§ **DIRECTIONS FOR THIS TASK**
From the records below, copy the lines that include "lists".
RECORDS FOR THIS EXERCISE below:
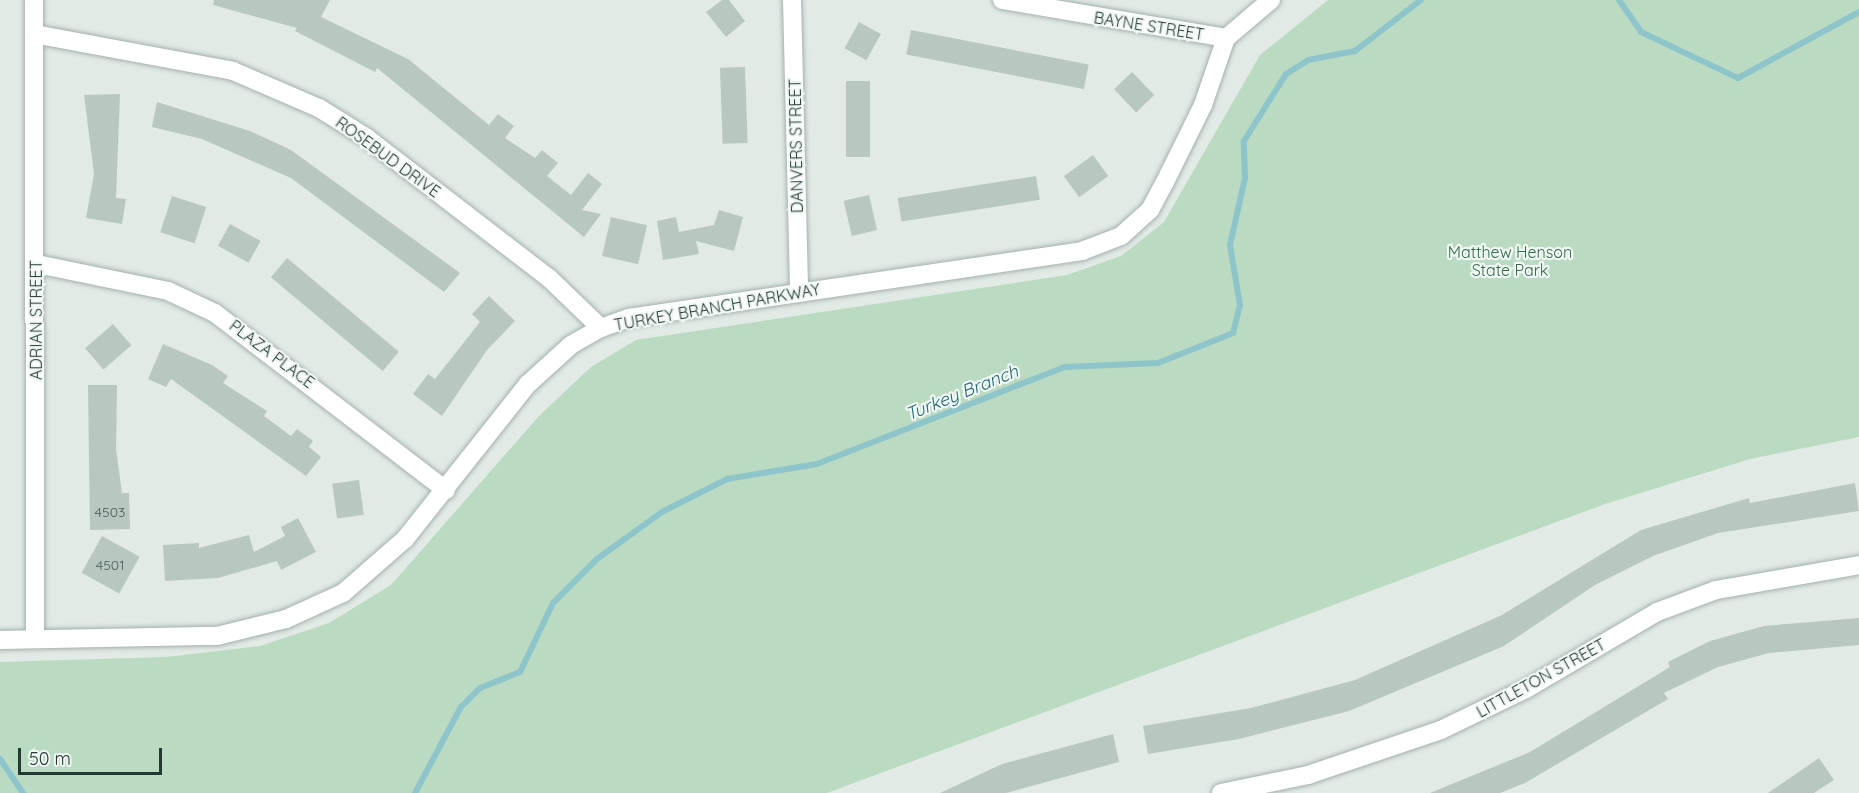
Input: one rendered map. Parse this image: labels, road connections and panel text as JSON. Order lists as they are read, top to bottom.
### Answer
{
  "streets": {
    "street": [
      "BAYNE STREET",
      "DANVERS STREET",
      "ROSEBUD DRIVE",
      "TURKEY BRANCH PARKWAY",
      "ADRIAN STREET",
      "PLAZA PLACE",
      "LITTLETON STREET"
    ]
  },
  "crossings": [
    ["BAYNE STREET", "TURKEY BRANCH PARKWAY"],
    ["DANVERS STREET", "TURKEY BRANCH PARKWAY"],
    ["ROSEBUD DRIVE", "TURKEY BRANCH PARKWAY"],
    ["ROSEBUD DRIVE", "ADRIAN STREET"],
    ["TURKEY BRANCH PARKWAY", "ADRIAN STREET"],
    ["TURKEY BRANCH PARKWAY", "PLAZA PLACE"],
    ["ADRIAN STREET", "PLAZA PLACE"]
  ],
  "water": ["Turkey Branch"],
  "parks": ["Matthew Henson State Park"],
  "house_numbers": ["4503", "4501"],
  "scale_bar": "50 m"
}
End of RECORDS FOR THIS EXERCISE.
RECORDS FOR THIS EXERCISE below:
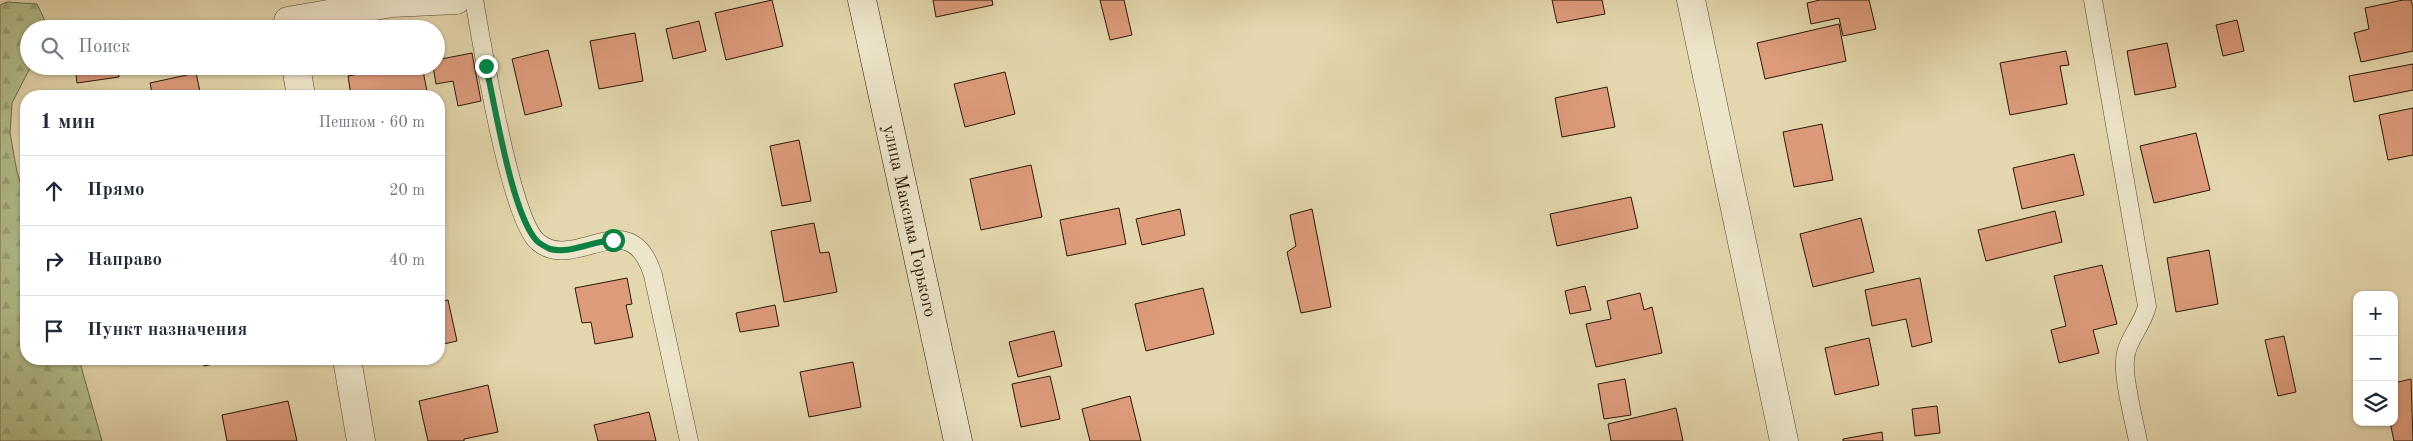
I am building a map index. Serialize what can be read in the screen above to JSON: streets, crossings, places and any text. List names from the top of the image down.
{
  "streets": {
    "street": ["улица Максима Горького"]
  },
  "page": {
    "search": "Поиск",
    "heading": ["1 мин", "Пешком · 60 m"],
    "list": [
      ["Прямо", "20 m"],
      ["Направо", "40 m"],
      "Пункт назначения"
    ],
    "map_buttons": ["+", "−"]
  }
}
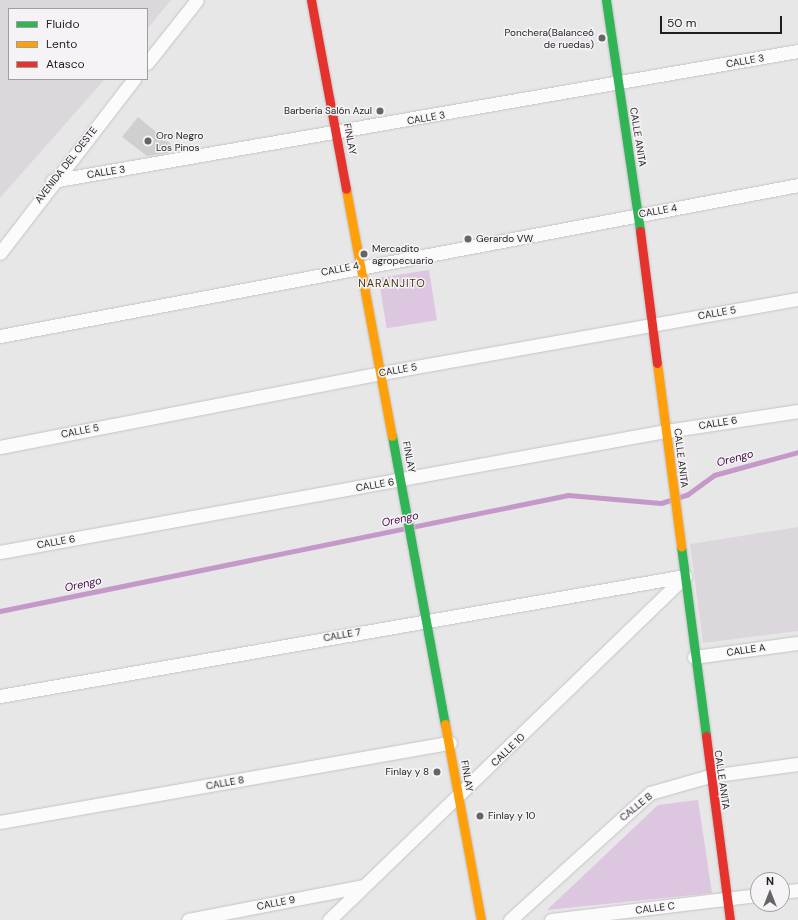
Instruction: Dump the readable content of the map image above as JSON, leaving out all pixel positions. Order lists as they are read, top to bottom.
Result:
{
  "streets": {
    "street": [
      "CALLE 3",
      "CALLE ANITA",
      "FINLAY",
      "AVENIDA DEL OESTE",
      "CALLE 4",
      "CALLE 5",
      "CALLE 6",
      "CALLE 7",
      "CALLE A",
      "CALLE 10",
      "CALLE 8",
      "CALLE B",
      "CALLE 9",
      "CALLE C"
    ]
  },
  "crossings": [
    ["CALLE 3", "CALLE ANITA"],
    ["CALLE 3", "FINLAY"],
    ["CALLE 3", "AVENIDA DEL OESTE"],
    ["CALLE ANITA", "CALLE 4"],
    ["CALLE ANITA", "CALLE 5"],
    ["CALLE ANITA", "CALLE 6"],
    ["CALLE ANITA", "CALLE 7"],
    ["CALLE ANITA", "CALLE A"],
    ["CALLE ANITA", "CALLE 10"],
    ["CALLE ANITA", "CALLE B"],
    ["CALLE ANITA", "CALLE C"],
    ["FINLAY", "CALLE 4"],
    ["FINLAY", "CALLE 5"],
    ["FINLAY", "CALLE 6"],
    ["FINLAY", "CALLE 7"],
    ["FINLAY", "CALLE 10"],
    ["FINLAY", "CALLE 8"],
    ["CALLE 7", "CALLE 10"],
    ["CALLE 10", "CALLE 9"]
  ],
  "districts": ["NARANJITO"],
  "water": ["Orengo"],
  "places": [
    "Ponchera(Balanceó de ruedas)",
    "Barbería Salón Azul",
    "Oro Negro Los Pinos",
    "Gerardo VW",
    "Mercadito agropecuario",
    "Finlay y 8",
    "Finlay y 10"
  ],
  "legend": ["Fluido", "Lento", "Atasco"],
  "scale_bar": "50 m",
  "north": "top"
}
End of RECORDS FOR THIS EXERCISE.
§ **PROBLEM SOLUTION**
Input: one rendered map. Parse this image: labels, road connections and panel text as JSON. Order lists as they are read, top to bottom.
Instruction: Dump the readable content of the map image above as JSON, leaving out all pixel positions. Order lists as they are read, top to bottom.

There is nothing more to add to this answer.